**Stored data entries:**
┌────────

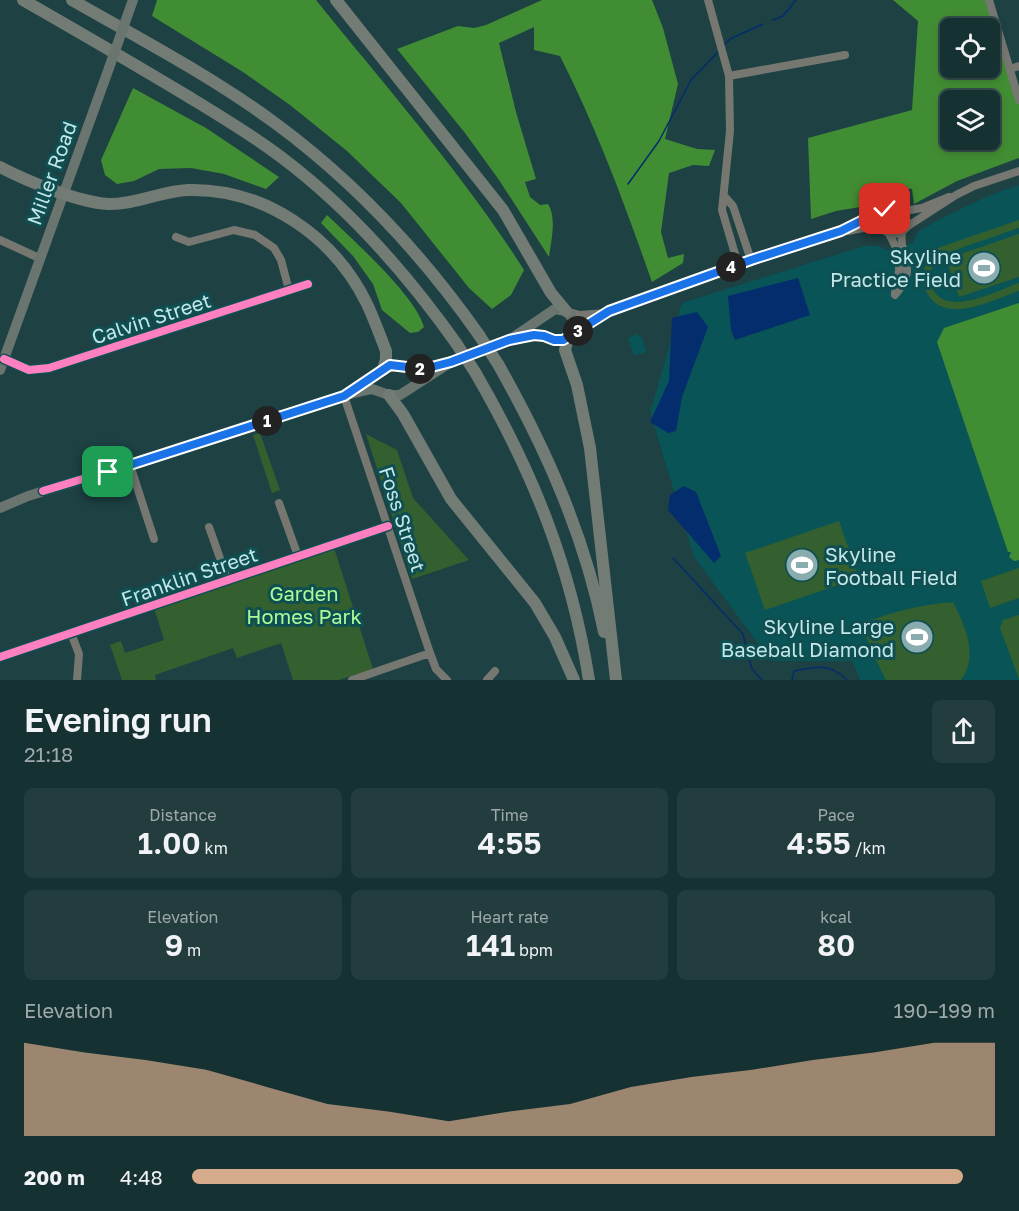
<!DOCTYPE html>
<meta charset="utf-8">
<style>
body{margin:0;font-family:"Golos Text",sans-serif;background:#233d3e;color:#f1f3f6;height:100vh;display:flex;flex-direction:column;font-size:22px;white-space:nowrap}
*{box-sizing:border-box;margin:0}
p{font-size:20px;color:#9ea9ac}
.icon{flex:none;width:33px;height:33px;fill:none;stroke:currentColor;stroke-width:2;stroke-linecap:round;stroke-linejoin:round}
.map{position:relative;height:680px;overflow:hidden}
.panel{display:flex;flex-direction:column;background:#163132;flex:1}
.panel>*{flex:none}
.fabs{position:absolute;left:940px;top:18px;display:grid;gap:12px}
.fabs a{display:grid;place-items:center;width:60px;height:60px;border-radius:9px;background:#163132;box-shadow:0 3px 9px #0003,0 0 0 2px #354c4d;font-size:30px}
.pin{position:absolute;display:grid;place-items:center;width:51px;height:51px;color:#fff;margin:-26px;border-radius:12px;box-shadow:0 3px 9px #0006}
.km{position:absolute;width:30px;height:30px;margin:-15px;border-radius:50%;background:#222;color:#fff;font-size:16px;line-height:30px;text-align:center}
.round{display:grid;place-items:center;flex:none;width:63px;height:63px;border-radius:9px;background:#233d3e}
.headline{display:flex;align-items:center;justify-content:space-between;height:102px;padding:0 24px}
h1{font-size:33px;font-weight:600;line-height:45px}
.metrics{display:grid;grid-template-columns:repeat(3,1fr);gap:9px;height:102px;padding:6px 24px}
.metrics div{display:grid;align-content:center;border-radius:9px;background:#233d3e;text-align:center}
.metrics b{font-size:30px;font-weight:600}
.metrics small{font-size:16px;font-weight:400}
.metrics p{font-size:16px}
.chart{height:168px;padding:12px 24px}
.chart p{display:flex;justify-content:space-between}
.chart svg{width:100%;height:108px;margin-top:6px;fill:#d6ab8b;opacity:.7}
ul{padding:0 24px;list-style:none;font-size:20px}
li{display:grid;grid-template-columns:96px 72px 1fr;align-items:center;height:45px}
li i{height:15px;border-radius:8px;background:#d6ab8b}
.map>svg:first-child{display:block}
.built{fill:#085457}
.green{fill:#33602e}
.forest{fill:#418d33;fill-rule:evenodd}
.water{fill:#032d6d}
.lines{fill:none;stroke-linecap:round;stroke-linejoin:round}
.stream{stroke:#032d6d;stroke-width:1.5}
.minor{stroke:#757770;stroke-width:8}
.major{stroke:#6b7570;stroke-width:10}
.highway{stroke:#727b74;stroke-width:12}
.major-bridge{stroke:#6b7570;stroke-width:10}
.highway-bridge{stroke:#727b74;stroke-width:12}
.cycleway-casing{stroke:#0f4f52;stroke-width:11}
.cycleway{stroke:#ff80c0;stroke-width:8}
.route-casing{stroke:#fff;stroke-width:12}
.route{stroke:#1a73e8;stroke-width:8}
.labels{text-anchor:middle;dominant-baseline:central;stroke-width:6;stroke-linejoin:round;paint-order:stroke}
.street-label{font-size:20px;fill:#c3e7e9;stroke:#0f4f52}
.poi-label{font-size:20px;fill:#c3e7e9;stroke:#0f4f52;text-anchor:end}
.park-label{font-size:20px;fill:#abfc98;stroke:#0f4f52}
</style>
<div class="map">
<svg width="1019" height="680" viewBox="0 0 1019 680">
<rect width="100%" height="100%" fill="#1e4143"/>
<path class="built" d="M1019,185v495h-159l-8,-19h-81l-77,-104 -44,-145 32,-109 182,-57h14l11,5 24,-8 5,-11 20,-12 48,-23z
M637,334l5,4 4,14 -12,4 -6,-18z"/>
<path class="green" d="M1019,220v8l-78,27c-9,8 -13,19 -10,30 12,35 65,6 88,-2v8c-27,9 -76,36 -93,0 -5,-11 -3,-22 2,-32h-3l-2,-6z
M1019,234v43l-60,20 -13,-38z
M260,433l20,57 -8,3 -19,-58z
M366,434l31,16 16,48 56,62 -57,19z
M839,521l20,57 -94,32 -20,-57z
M334,548l39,121 -34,11h-46l-12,-37 -44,15 -4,-10 -78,27 1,5h-34l-12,-35 11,-4 4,12 39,-13 -10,-32z
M1019,568v30l-29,10 -9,-27z
M953,602c12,24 26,53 8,78h-75l-13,-26 -9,-23 5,-10c28,-10 54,-17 84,-19z
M1019,615v64l-19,-51 3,-8z"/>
<path class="forest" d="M157,0h159c71,88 147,174 208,270l-13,25 -19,14 -23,-21 -68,-85 -54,-52 -57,-46 -47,-33 -91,-56z
M542,0h110l11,28 15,56 -13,55 32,10 18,1 -6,16 -16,-1 -24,8 -8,59 7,26 16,-4 -1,9 -31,19c-27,-77 -55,-153 -92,-226l-26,-6v-23l-35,16 17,69 20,67 -11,3 5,15 10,8 8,-1c9,14 3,37 1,53l-50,-77 -34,-47 -68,-84 61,-23 16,2 12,-3z
M893,0h96l30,100v58l-62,23 -43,23 -2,-15 -9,-1 -43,19 -24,4 -25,8 -3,-81 104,-28 6,-89zM951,28h39v40h-39zM951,100h39v40h-39z
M133,88l73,40 73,49 -13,12 -42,-15 -33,-6 -32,1 -25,12 -17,3 -12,-9 -4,-15z
M327,215c26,25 88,80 97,112l-6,5 -8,1 -28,-23 -9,-26 -20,-28 -32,-33z
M1019,303v257l-5,1 -5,-4 2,-5h-3l-71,-210 7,-14z"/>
<path class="water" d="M798,278l12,37 -75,25 -4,-10 -3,-34z
M697,312l11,15 -26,70 -6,34 -8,2 -18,-11 19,-41 3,-63z
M684,486l12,6 25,64 -7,7 -46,-53 2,-15z"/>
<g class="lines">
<path class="stream" d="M773,20l10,-4 13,-16
M723,46l7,-7 33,-15
M628,184l31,-43 32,-61 29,-30
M673,558l70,76 9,35 10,11
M792,680l2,-9c22,-5 36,-8 53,9"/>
<path class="minor" d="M708,0l21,76 1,55 -8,79 16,54
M989,0l30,100
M1010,69l9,-3
M729,76l116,-21
M724,196l9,10 18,54
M904,211l18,-3 27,-11
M908,226l48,-31 18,-9 45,-15
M848,231l25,-5 9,3
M889,234c13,22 12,34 6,59
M176,237l13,5 45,-12 21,5 19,13 7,12 8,30
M0,240l39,18
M895,295c25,-29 3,-35 7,-63
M569,312l11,3 25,-2 146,-53 90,-29 49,-24h5l9,4 4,15c-9,10 -16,10 -26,3l-2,-9 1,-8
M570,336l35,-23
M4,359l25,11 20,-2 259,-84
M344,396l86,257 6,16 11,11
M130,465l24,74
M279,503l19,53
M209,527l19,54
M71,633l8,21 -2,26
M0,657l388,-131
M352,680l78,-27
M487,680l8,-9"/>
<path class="major" d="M128,14l5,-14
M457,359c24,-9 50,-22 76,-24 15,-2 27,13 39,-2l2,-13 -8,-9 -11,-2 -46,31
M0,370l109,-302
M353,390l37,-25h9l18,5 22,-5
M0,508l28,-12 137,-42 181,-59 26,-6 17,6h11l51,-33"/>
<path class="highway" d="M23,0c56,32 111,64 166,97 31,19 63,38 92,60 68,51 126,117 175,186
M72,0c68,39 139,76 203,123 80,59 147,131 204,212
M336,0l167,210 48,83 15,18
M0,167c27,14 77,35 108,37 27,1 53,-13 80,-14 76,-2 146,46 179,114 7,15 13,31 19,47v8l-3,11
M568,338l-3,12 12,35 13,63 26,232
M498,364c48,85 87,172 106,268
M475,372c58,100 96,194 114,308
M389,395l14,19 48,85 84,104 20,34 19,43"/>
<path class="major-bridge" d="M109,68l19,-54"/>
<path class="highway-bridge" d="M479,335l19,29
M456,343l19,29"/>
<g class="cycleway-casing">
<path id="cycleway" d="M605,313l146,-53 90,-29
M4,359l25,11 20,-2 259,-84
M43,491l122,-37 181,-59
M0,657l388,-131"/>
</g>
<use href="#cycleway" class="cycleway"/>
</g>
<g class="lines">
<g class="route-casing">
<path id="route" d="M108,472l236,-76 46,-31 34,4 27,-7 58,-22 25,-5 10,1 10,4h9l46,-29 142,-51 90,-29 44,-22"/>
</g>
<use href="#route" class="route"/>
</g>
<defs>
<g id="stadium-disc" transform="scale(1.725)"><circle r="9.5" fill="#89adaf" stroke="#0f4f52"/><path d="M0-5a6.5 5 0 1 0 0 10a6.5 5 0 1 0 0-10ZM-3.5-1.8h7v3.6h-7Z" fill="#fff"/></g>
</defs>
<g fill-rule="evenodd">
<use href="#stadium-disc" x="984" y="268"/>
<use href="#stadium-disc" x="802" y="565"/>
<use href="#stadium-disc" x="917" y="637"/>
</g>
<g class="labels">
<g class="street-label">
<text transform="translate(51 173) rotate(-70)">Miller Road</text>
<text transform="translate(151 318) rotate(-18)">Calvin Street</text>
<text transform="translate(403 519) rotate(72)">Foss Street</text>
<text transform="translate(189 576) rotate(-19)">Franklin Street</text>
</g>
<g class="poi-label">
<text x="961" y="256">Skyline<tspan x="961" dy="23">Practice Field</tspan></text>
<text x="825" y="554" text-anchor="start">Skyline<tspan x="825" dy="23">Football Field</tspan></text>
<text x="894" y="626">Skyline Large<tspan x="894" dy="23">Baseball Diamond</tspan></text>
</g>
<g class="park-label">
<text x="304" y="593">Garden<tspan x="304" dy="23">Homes Park</tspan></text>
</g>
</g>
</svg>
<div class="fabs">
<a><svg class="icon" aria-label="locate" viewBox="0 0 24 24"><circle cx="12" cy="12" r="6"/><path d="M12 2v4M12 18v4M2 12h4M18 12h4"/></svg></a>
<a><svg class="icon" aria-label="layers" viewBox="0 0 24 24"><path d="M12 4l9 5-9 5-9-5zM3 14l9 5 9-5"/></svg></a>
</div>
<div class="pin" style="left:108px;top:472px;background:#1e9e55"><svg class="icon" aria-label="arrive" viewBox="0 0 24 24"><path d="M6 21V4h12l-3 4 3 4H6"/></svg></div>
<div class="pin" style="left:885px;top:209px;background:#d93025"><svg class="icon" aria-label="check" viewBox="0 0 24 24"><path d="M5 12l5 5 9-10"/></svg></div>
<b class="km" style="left:267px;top:421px">1</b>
<b class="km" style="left:420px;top:369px">2</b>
<b class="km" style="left:578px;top:331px">3</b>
<b class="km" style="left:731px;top:267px">4</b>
</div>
<section class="panel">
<div class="headline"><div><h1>Evening run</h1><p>21:18</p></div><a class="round"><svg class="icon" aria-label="share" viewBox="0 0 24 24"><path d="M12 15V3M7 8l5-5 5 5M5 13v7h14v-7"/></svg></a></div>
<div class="metrics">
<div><p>Distance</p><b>1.00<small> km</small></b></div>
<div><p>Time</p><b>4:55</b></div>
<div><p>Pace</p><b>4:55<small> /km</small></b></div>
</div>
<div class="metrics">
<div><p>Elevation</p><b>9<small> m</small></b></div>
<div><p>Heart rate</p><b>141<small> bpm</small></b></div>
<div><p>kcal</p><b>80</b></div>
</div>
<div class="chart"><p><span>Elevation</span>190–199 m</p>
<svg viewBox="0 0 160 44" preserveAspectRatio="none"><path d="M0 44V6L10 10L20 13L30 17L40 24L50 31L60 34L70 38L80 34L90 31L100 24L110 20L120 17L130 13L140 10L150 6L160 6V44z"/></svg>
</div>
<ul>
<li><b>200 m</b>4:48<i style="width:96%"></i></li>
</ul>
</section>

└────────

Within the records above, how many lines include the word "linecap"? Only the number is wanted.

2